# /etc and /usr/local/etc backup restore strategy



## choosy23 (Jan 17, 2013)

Hi,

I have several questions that revolve around the same subject, so actually an answer could solve multiple questions.
I imagine some of you do this regularly, so I would like to benefit from your experience.
Case 1:
I backup /etc and /usr/local/etc on FreeBSD X RELEASE , and then I install on the same machine the same version, FreeBSD X RELEASE. Is it ok if I just replace the newly created /etc and /usr/local/etc and restore the ones in backup ?

Case 2:
Similar to Case 1, but with a minor version higher, so for example from 9.0-RELEASE (backed up version) to 9.1-RELEASE the newly installed version.

Or is it better to copy the backed-up etcs over the fresh ones, or the other way around, or use some merge program ?

Another question: if I keep updating my system (say using portmaster or pkg upgrade), what happens with my customized /etc files in case the upgrade would change also the respective configuration files ?

The last one: is it /usr/local/etc used for having configuration files that override the ones in /etc ? or it contains just a different set of configuration files, that is for /usr applications ?

Of course, my intention is to make things easier in the future, and the final objective to fully automate the configuration of FreeBSD, using a tool like Cfengine3.
But first, I have to understand how the configuration files work and how they evolve from one version to another.

Thank you!


----------



## wblock@ (Jan 17, 2013)

Case 1 does not make sense.  Why would you reinstall the same version?

Case 2 is just an upgrade.  No, you should not just restore a backup of /etc over the new files.  Some may have actually changed.  mergemaster(8) is the tool that is meant to be used to merge user changes with system changes.  But that's for source upgrades.  Actually, source upgrades are easier than a reinstall, so consider them.  There's also freebsd-update(8), which deals with binary upgrades.
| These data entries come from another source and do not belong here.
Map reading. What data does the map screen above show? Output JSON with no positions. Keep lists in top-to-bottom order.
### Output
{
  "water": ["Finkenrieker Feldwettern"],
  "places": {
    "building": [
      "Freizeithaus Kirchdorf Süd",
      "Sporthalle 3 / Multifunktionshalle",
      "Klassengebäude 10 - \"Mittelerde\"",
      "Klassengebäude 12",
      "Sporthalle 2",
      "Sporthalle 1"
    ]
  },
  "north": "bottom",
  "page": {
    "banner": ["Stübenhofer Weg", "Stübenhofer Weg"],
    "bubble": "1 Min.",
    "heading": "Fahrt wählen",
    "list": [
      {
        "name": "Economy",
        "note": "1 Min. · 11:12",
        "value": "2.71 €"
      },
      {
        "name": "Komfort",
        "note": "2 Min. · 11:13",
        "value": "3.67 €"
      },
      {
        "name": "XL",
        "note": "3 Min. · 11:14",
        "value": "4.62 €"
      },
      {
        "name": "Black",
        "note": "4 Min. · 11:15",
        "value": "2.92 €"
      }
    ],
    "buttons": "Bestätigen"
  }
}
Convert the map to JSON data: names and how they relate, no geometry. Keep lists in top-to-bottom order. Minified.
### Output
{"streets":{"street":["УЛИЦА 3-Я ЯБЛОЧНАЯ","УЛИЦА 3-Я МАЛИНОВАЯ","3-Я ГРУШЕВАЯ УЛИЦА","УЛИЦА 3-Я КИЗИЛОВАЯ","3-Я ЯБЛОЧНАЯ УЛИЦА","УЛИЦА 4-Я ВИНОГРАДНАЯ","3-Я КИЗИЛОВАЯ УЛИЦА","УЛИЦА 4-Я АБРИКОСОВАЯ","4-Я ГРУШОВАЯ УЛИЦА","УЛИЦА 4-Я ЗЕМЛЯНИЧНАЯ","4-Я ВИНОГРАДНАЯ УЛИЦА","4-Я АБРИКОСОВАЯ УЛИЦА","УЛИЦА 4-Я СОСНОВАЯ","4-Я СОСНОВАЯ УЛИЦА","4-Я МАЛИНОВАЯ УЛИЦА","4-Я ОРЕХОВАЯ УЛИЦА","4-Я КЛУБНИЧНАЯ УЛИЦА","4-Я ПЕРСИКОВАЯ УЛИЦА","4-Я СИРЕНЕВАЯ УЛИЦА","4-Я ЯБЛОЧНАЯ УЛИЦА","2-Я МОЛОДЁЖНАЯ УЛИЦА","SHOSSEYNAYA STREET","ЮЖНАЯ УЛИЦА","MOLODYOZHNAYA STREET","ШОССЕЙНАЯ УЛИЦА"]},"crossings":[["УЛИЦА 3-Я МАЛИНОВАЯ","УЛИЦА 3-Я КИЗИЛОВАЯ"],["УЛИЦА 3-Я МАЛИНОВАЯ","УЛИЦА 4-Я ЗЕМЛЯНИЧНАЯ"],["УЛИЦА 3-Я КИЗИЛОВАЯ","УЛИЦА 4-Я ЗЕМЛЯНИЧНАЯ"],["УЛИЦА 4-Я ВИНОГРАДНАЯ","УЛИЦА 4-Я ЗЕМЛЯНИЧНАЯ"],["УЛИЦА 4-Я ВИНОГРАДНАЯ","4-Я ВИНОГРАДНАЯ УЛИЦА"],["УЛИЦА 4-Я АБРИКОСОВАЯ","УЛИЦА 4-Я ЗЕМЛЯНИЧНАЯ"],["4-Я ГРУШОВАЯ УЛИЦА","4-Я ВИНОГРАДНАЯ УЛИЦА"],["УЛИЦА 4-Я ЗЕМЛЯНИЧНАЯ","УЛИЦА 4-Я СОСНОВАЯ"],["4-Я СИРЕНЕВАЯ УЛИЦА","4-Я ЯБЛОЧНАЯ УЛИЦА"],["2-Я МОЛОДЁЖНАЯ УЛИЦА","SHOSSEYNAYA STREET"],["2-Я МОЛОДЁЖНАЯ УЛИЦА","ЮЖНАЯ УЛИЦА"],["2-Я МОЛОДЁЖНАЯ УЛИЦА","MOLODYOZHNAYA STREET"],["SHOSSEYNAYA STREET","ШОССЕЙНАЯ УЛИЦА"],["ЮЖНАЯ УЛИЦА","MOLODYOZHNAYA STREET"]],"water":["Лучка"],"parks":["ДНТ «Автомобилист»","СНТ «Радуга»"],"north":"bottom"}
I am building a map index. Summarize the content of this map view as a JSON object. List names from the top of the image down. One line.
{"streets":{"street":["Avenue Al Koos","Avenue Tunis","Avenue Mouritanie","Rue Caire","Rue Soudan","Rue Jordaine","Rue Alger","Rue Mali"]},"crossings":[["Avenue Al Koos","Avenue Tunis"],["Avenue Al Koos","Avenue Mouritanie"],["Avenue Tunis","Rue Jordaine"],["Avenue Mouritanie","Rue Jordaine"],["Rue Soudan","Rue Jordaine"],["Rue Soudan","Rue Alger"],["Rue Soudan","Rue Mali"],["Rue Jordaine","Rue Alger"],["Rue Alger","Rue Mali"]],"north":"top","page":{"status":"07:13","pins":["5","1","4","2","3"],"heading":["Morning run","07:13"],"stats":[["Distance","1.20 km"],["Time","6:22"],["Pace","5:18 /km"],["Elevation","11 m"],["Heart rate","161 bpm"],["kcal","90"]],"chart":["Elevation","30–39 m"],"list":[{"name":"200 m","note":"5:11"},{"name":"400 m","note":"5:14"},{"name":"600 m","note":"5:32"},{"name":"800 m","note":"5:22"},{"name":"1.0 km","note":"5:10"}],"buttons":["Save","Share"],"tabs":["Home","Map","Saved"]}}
/usr/local/etc is where added applications like ports and packages keep their configuration settings.  These should not affect system settings in /etc.


----------



## choosy23 (Jan 17, 2013)

Thank you for your answer. So then /etc contents is very specific depending on the version of FreeBSD, on the options chosen during install, on the machine, and on further configurations or updates of the system. But then why I do hear often "backup your /etc" ?

So I'm thinking then the right solution is to keep whatever configurations/customizations in a script of some sort that applies then the customizations on the fresh system.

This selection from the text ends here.